An overview of 5-HT3 receptor antagonists as a treatment option for irritable bowel syndrome with diarrhea
Published in Expert Opinion on Pharmacotherapy, 2023
Karolina Merecz, Mikołaj Hirsa, Olga Biniszewska, Jakub Fichna, Aleksandra Tarasiuk
There are several drugs that are currently under development or already in use for the treatment of different types of IBS. These include ramosetron and granisetron, selective 5-HT3 receptor antagonists, which are used to relieve symptoms in a variety of conditions. Ramosetron alone is commonly used as an antiemetic in chemotherapy, to prevent postoperative nausea and vomiting, and in patients with IBS-D. Also, it has been shown that ramosetron inhibits defecation, colonic dysfunction, and colonic nociception in vivo, while clinical studies have emphasized significant improvements in stool consistency, overall IBS symptoms as well as IBS-related quality of life in IBS-D patients. Granisetron is an antiemetic drug which inhibits 5-HT3 receptors in animal tissues such as heart, ileum, and vagus nerve. In clinical trials in IBS patients, granisetron has been shown to desensitize the rectum and reduce postprandial motility. Ondansetron is the drug used the most for the treatment of IBS-D – it has been shown to improve stool consistency, bowel movements, and bloating. Additionally, ondansetron is most commonly used as an anti-vomiting drug in patients that undergo chemo- and radiotherapy with nausea.
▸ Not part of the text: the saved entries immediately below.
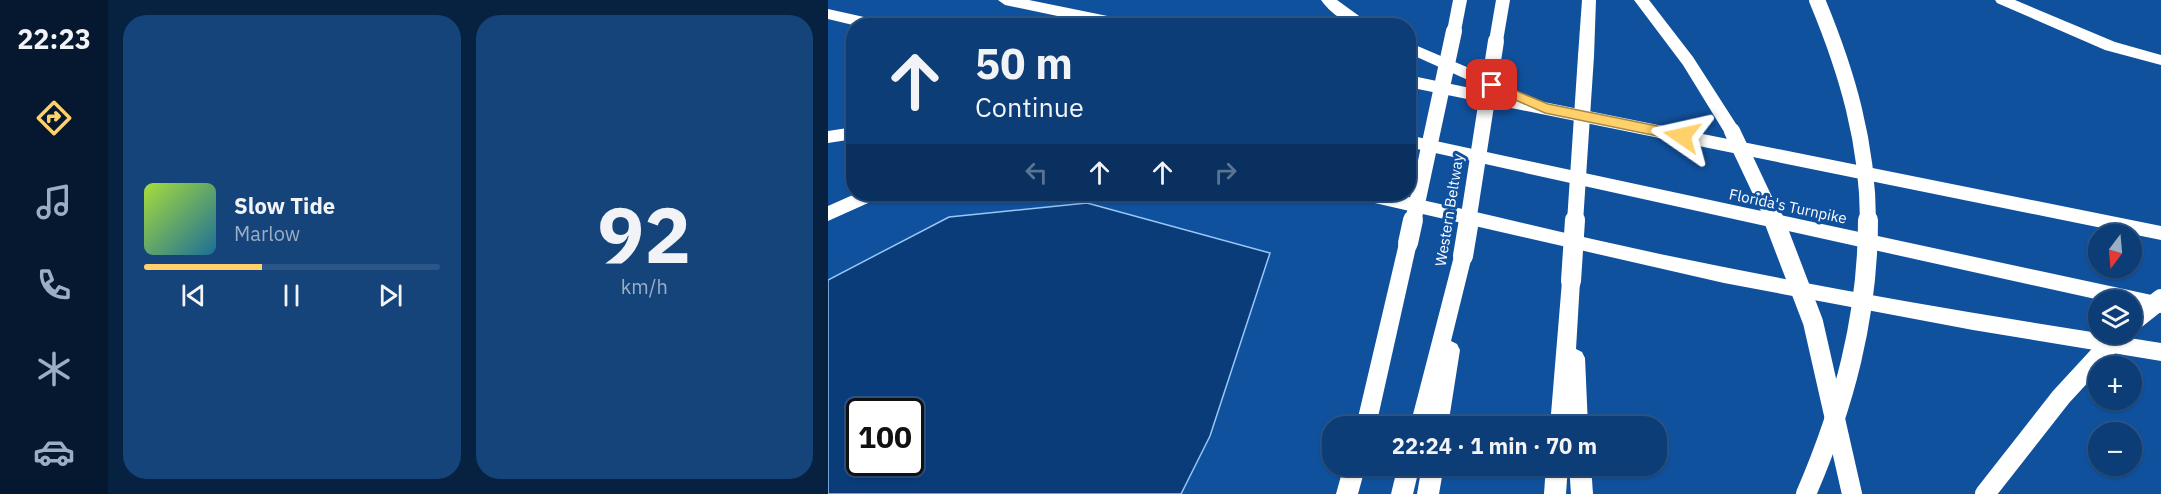 <!DOCTYPE html>
<html lang="en">
<head>
<meta charset="utf-8">
<style>
	body { margin:0; font-family:"IBM Plex Sans",sans-serif; background:#15447b; color:#f1f3f6; height:100vh; display:flex; flex-direction:column; font-size:22px; white-space:nowrap }
	* { box-sizing:border-box; margin:0 }
	p { font-size:20px; color:#9aaec5 }
	.icon { flex:none; width:33px; height:33px; fill:none; stroke:currentColor; stroke-width:2; stroke-linecap:round; stroke-linejoin:round }
	.map { position:relative; flex:1; overflow:hidden }
	.panel { display:flex; flex-direction:column; gap:15px; padding:15px; background:#072241; width:720px }
	.panel>* { flex:none }
	.banner { position:absolute; left:18px; top:18px; width:570px; height:183px; border-radius:24px; box-shadow:0 2px 4px #0004,0 0 0 2px #2c5688; background:#0c3d76; color:#f1f3f6; overflow:hidden }
	.needle { width:39px; rotate:196deg }
	.tools { position:absolute; left:1260px; top:224px; display:grid; gap:12px }
	.tools a { display:grid; place-items:center; width:54px; height:54px; border-radius:50%; background:#0c3d76; box-shadow:0 2px 4px #0004,0 0 0 2px #2c5688; font-size:30px }
	.speed { position:absolute; left:18px; top:398px; display:flex; gap:12px; font-size:30px; font-weight:700; text-align:center }
	.speed>* { display:grid; place-content:center; width:78px; height:78px; border-radius:50%; background:#0c3d76; box-shadow:0 2px 4px #0004,0 0 0 2px #2c5688; line-height:1 }
	.speed .limit { border:3px solid #111; border-radius:9px; background:#fff; color:#111 }
	.pin { position:absolute; display:grid; place-items:center; width:51px; height:51px; color:#fff; margin:-26px; border-radius:12px; box-shadow:0 3px 9px #0006 }
	.me { position:absolute; width:66px; margin:-33px; rotate:281deg; stroke-linejoin:round; filter:drop-shadow(0 0 4px #0008) }
	.turn { display:flex; align-items:center; gap:21px; height:126px; padding:0 30px; font-size:27px }
	.turn .icon { width:78px; height:78px; stroke-width:2.5 }
	.turn b { display:block; font-size:42px; line-height:51px }
	.lanes { display:flex; align-items:center; height:57px; padding:0 30px; background:#0003; justify-content:center; gap:30px; direction:ltr }
	.lanes .off { opacity:.35 }
	.panel .tile { flex:1; display:flex; flex-direction:column; justify-content:center; gap:9px; min-width:0; padding:0 21px; border-radius:24px; background:#15447b }
	.panel .dial { align-items:center; gap:0 }
	.dial b { font-size:78px; line-height:1 }
	.song { display:flex; align-items:center; gap:18px }
	.cover { width:72px; height:72px; border-radius:9px; background:linear-gradient(135deg,hsl(80 70% 55%),hsl(200 70% 35%)) }
	.played { height:6px; border-radius:3px; background:linear-gradient(90deg,#ffd16a 40%,#2c5688 40%) }
	.keys { display:flex; justify-content:space-around; direction:ltr }
	.panel .tiles { flex:1; display:grid; gap:15px; grid-template-columns:repeat(2,1fr) }
	.trip { position:absolute; left:494px; top:416px; width:345px; height:60px; border-radius:24px; background:#0c3d76; box-shadow:0 2px 4px #0004,0 0 0 2px #2c5688; font-weight:700; line-height:60px; text-align:center }
	main { display:flex; flex:1; min-height:0 }
	.dock { display:flex; flex-direction:column; width:108px; justify-content:space-around; align-items:center; background:#05182f; color:#9aaec5 }
	.dock .icon { width:42px; height:42px }
	.dock .current { color:#ffd16a }
	.dock b { font-size:27px; color:#f1f3f6 }
	.map>svg:first-child { display:block }
</style>
</head>
<body>
<main>
<nav class="dock">
<b>22:23</b>
<svg class="icon current" aria-label="directions" viewBox="0 0 24 24"><path d="M12 3l9 9-9 9-9-9zM9 14v-3h6M13 9l2 2-2 2"/></svg>
<svg class="icon" aria-label="music" viewBox="0 0 24 24"><path d="M9 18V5l10-2v13"/><circle cx="6" cy="18" r="3"/><circle cx="16" cy="16" r="3"/></svg>
<svg class="icon" aria-label="phone" viewBox="0 0 24 24"><path d="M5 4h4l2 5-3 2q2 4 5 5l2-3 5 2v4C11 20 4 13 5 4z"/></svg>
<svg class="icon" aria-label="climate" viewBox="0 0 24 24"><path d="M12 3v18M4 7l16 10M4 17L20 7"/></svg>
<svg class="icon" aria-label="car" viewBox="0 0 24 24"><path d="M5 17H2v-5l4-1 3-4h7l3 4 3 1v5h-3M9 17h6M6 11h13"/><circle cx="7" cy="17" r="2"/><circle cx="17" cy="17" r="2"/></svg>
</nav>
<section class="panel">
<div class="tiles">
<div class="tile">
<div class="song"><i class="cover"></i><div><b>Slow Tide</b><p>Marlow</p></div></div>
<div class="played"></div>
<div class="keys"><svg class="icon" aria-label="previous" viewBox="0 0 24 24"><path d="M18 5L8 12l10 7zM5 5v14"/></svg><svg class="icon" aria-label="pause" viewBox="0 0 24 24"><path d="M8 5v14M16 5v14"/></svg><svg class="icon" aria-label="next" viewBox="0 0 24 24"><path d="M6 5l10 7-10 7zM19 5v14"/></svg></div>
</div>
<div class="tile dial"><b>92</b><p>km/h</p></div>
</div>
</section>
<div class="map">
<svg width="1333" height="494" viewBox="0 0 1333 494">
	<rect width="100%" height="100%" fill="#10519e"/>
	<path fill="#0a3c7a" stroke="#98c7f8" stroke-width="1.5" fill-rule="evenodd" d="M259,203L442,253L382,436L353,494H0V280L121,217ZM32,411H82V462H32Z"/>
	<g fill="none" stroke-linecap="round" stroke-linejoin="round">
		<g fill="#fff" fill-rule="evenodd">
			<polygon points="170,0 201,0 304,21 311,26 277,26 177,5"/>
			<path d="M493,0H509L545,26C523,26 507,19 493,0Z"/>
			<polygon points="625,0 639,0 633,31 626,36 619,31"/>
			<polygon points="668,0 682,0 675,41 668,46 661,41"/>
			<polygon points="754,0 768,0 766,56 763,60 753,60 750,56"/>
			<polygon points="806,0 821,0 865,57 910,127 912,131 910,135 904,137 898,135 855,65"/>
			<polygon points="1167,0 1187,0 1287,42 1333,55 1333,65 1277,50 1169,3"/>
			<polygon points="0,9 54,21 61,26 29,26 0,19"/>
			<polygon points="580,42 681,85 683,89 676,94 1333,226 1333,240 580,87 580,75 671,94 580,53"/>
			<polygon points="26,127 26,139 0,143 0,131"/>
			<polygon points="580,135 1333,297 1333,313 1304,307 1304,300 1272,300 580,147"/>
			<polygon points="27,194 52,194 49,199 0,221 0,206"/>
			<path d="M529,194H567C655,213 744,235 832,254C998,289 1165,317 1333,343V361L1145,330L896,283L538,201L532,199Z"/>
			<polygon points="580,235 586,238 589,243 548,426 528,426 571,243 574,238"/>
			<polygon points="635,248 641,251 644,256 623,341 629,344 632,350 620,426 582,426 626,256 629,251"/>
			<polygon points="743,273 750,275 752,281 748,349 754,352 757,358 760,426 722,426 734,281 736,275"/>
			<polygon points="516,465 538,465 530,494 508,494"/>
			<polygon points="570,465 592,465 585,494 563,494"/>
			<polygon points="594,465 616,465 611,494 589,494"/>
			<polygon points="718,465 740,465 738,494 716,494"/>
			<polygon points="741,465 763,465 765,494 743,494"/>
		</g>
		<g stroke="#fff" stroke-width="16">
			<path d="M989,0C1019,72 1040,143 1040,222"/>
			<polyline points="904,131 947,222"/>
			<polyline points="585,222 626,31"/>
			<polyline points="640,222 668,41"/>
			<polyline points="747,222 758,56"/>
		</g>
		<g stroke="#fff" stroke-width="20">
			<polyline points="946,220 985,322 1024,494"/>
			<polyline points="580,243 585,220"/>
			<polyline points="635,256 641,220"/>
			<polyline points="743,281 747,220"/>
			<polyline points="1304,322 1333,299"/>
			<path d="M978,494C1016,406 1040,317 1040,220"/>
			<polyline points="1157,494 1233,397 1292,333"/>
		</g>
	</g>
	<polygon fill="#ffd16a" stroke="#a68845" stroke-width="1.5" points="664,81 720,104 854,131 860,136 854,141 717,113 660,88 660,82"/>
	<g text-anchor="middle" dominant-baseline="central" stroke-width="6" stroke-linejoin="round" paint-order="stroke">
		<g font-size="15" fill="#fff" stroke="#10519e">
			<text transform="translate(960 206) rotate(12)">Florida's Turnpike</text>
			<text transform="translate(621 210) rotate(-81)">Western Beltway</text>
		</g>
	</g>
</svg>
<div class="tools">
<a><svg class="needle" viewBox="-14 -14 28 28"><path d="M0-13l5 13h-10z" fill="#e53935"/><path d="M0 13l5-13h-10z" fill="#9aaec5"/></svg></a>
<a><svg class="icon" aria-label="layers" viewBox="0 0 24 24"><path d="M12 4l9 5-9 5-9-5zM3 14l9 5 9-5"/></svg></a>
<a>+</a>
<a>−</a>
</div>
<div class="speed"><div class="limit">100</div></div>
<div class="pin" style="left:664px;top:85px;background:#d93025"><svg class="icon" aria-label="arrive" viewBox="0 0 24 24"><path d="M6 21V4h12l-3 4 3 4H6"/></svg></div>
<svg class="me" style="left:854px;top:136px" viewBox="-20 -20 40 40"><path d="M0-17L14 15 0 8-14 15z" fill="#ffd16a" stroke="#fff" stroke-width="4"/></svg>
<div class="trip">22:24 · 1 min · 70 m</div>
<div class="banner">
<div class="turn"><svg class="icon" aria-label="ahead" viewBox="0 0 24 24"><path d="M12 20V5M6 11l6-6 6 6"/></svg><div><b>50 m</b>Continue</div></div>
<div class="lanes"><svg class="icon off" aria-label="left" viewBox="0 0 24 24"><path d="M17 20v-9H6M10 6l-5 5 5 5"/></svg><svg class="icon" aria-label="ahead" viewBox="0 0 24 24"><path d="M12 20V5M6 11l6-6 6 6"/></svg><svg class="icon" aria-label="ahead" viewBox="0 0 24 24"><path d="M12 20V5M6 11l6-6 6 6"/></svg><svg class="icon off" aria-label="right" viewBox="0 0 24 24"><path d="M7 20v-9h11M14 6l5 5-5 5"/></svg></div>
</div>
</div>
</main>
</body>
</html>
Animal studies, performed on mice, have shown that ondansetron reduces also intestinal peristalsis. Another 5-HT3 antagonist, alosetron, is an FDA-approved drug for the treatment of IBS-C as it may prolong colonic transit. Of note, it is currently recommended for women with IBS-D. Alosetron is a gender-dependent drug and has better effects for women, e.g. improved stool consistency. However, adverse effects, as constipation or headaches, are also more frequent in females than in men. According to a network meta-analysis of RCTs of pharmacological therapies for IBS-D and IBS-M, Black et al. found that all drugs such alosetron, ramosetron, rifaximin, and eluxadoline are superior to placebo, but alosetron and ramosetron appeared to be the most effective [61–63].